● What is expected:
Bring together every line in the data that includes "setLineDash".

● Task material:
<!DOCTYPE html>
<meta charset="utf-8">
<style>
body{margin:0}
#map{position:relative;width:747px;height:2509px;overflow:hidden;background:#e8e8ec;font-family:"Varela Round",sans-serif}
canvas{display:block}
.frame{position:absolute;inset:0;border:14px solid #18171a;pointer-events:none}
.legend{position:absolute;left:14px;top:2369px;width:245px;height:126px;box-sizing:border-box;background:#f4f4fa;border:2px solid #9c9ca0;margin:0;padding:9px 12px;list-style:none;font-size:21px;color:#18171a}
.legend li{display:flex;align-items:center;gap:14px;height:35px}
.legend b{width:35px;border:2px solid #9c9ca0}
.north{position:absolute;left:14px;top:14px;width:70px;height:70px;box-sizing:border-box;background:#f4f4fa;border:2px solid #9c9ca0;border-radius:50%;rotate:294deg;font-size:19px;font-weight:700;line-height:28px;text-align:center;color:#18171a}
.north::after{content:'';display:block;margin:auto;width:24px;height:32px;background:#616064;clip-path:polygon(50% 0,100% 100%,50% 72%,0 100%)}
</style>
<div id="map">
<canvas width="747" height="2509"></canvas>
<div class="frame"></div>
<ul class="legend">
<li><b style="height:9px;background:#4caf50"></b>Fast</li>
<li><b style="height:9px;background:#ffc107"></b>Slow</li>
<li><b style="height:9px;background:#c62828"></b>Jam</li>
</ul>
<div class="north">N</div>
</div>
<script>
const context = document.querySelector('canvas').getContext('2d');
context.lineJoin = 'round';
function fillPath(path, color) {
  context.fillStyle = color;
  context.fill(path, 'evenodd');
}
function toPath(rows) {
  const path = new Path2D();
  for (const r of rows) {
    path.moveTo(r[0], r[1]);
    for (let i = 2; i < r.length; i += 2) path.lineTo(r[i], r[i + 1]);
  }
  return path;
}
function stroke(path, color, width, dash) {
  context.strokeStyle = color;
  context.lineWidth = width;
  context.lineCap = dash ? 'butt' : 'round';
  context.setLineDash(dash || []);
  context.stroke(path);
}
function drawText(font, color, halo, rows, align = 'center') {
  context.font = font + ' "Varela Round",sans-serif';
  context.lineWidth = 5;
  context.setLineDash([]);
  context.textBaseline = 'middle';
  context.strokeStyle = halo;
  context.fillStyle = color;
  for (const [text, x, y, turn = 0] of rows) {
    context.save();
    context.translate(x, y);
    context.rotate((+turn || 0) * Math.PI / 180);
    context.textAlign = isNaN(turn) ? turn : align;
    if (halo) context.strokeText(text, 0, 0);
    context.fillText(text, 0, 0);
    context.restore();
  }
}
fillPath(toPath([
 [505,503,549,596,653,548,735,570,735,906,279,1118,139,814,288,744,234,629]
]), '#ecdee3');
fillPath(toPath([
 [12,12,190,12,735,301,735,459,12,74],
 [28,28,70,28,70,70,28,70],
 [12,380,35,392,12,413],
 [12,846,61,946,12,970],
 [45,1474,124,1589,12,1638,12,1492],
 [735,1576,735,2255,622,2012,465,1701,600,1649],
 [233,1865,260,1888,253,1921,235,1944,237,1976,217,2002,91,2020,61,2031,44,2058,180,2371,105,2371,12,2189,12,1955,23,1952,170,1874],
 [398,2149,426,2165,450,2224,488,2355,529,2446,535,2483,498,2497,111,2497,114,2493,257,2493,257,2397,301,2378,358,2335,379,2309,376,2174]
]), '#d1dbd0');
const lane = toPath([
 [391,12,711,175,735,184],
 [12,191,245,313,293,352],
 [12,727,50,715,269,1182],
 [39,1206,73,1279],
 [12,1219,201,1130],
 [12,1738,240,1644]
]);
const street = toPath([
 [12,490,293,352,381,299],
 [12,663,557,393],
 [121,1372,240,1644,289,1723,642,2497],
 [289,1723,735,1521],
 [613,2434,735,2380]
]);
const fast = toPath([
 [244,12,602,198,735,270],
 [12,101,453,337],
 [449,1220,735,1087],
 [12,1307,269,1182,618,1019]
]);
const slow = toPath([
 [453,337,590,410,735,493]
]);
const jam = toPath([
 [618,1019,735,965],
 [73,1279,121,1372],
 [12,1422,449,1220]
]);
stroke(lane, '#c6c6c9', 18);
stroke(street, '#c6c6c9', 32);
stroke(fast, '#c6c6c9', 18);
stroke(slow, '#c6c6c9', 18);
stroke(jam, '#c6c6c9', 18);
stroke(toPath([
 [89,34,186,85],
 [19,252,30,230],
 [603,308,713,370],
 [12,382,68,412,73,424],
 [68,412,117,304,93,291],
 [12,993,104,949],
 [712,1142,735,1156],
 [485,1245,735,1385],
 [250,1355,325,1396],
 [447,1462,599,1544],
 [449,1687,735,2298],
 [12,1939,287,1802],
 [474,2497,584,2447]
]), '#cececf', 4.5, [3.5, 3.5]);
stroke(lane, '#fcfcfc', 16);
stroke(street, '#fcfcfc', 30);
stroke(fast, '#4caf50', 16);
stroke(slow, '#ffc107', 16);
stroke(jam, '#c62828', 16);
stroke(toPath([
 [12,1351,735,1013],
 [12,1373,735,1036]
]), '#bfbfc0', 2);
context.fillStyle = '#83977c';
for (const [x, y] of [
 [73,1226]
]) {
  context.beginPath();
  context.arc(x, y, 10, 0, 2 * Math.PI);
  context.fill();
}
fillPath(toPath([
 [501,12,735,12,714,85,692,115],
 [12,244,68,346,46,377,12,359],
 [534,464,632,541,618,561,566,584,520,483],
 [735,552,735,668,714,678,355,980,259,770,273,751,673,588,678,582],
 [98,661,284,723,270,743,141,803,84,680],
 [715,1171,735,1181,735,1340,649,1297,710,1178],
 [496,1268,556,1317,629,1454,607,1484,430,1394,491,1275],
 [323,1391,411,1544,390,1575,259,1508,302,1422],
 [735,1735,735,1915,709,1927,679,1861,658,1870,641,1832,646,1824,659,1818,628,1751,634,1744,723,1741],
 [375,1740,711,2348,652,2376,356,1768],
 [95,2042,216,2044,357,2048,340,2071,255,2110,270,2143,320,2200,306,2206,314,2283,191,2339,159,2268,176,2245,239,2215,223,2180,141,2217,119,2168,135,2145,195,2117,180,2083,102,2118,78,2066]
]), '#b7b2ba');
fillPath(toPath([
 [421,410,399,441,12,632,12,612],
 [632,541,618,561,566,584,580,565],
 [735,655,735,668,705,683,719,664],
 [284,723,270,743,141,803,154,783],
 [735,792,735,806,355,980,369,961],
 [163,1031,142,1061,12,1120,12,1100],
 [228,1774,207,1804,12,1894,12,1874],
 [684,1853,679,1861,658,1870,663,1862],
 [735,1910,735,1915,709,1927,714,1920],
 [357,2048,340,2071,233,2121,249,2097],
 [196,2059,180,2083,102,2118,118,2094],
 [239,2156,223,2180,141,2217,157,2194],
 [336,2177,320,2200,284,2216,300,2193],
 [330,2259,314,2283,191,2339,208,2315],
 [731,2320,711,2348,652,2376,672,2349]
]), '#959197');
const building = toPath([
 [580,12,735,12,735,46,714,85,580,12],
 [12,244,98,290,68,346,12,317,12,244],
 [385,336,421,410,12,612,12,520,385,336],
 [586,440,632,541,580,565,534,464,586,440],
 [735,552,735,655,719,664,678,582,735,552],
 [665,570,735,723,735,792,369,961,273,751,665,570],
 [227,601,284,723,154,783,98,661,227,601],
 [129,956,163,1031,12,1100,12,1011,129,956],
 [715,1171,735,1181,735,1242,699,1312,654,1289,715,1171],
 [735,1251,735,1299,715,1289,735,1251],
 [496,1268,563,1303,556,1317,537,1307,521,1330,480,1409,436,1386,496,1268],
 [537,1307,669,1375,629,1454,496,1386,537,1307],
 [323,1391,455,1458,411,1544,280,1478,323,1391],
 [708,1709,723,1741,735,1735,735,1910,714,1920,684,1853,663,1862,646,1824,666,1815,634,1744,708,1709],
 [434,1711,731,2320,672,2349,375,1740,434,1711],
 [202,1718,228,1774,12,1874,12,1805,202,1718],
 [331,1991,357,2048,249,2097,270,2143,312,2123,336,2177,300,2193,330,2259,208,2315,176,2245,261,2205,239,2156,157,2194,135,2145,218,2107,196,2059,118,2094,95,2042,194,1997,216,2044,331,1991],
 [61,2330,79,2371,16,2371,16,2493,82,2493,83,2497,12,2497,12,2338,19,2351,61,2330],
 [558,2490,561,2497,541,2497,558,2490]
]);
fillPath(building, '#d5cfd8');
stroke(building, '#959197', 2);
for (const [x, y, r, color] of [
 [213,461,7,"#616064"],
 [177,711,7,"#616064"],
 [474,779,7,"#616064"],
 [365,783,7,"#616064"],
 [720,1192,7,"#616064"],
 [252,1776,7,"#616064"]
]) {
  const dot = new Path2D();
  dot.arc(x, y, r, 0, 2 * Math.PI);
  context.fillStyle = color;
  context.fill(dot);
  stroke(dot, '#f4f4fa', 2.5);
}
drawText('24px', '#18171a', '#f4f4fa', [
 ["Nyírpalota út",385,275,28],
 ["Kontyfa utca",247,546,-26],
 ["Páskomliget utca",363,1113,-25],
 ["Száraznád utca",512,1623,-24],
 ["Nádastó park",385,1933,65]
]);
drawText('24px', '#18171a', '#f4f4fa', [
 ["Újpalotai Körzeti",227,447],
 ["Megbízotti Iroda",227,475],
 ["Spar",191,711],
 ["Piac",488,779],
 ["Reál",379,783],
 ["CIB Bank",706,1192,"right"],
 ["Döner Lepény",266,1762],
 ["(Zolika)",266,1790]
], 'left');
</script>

● Worked solution:
  context.setLineDash(dash || []);
  context.setLineDash([]);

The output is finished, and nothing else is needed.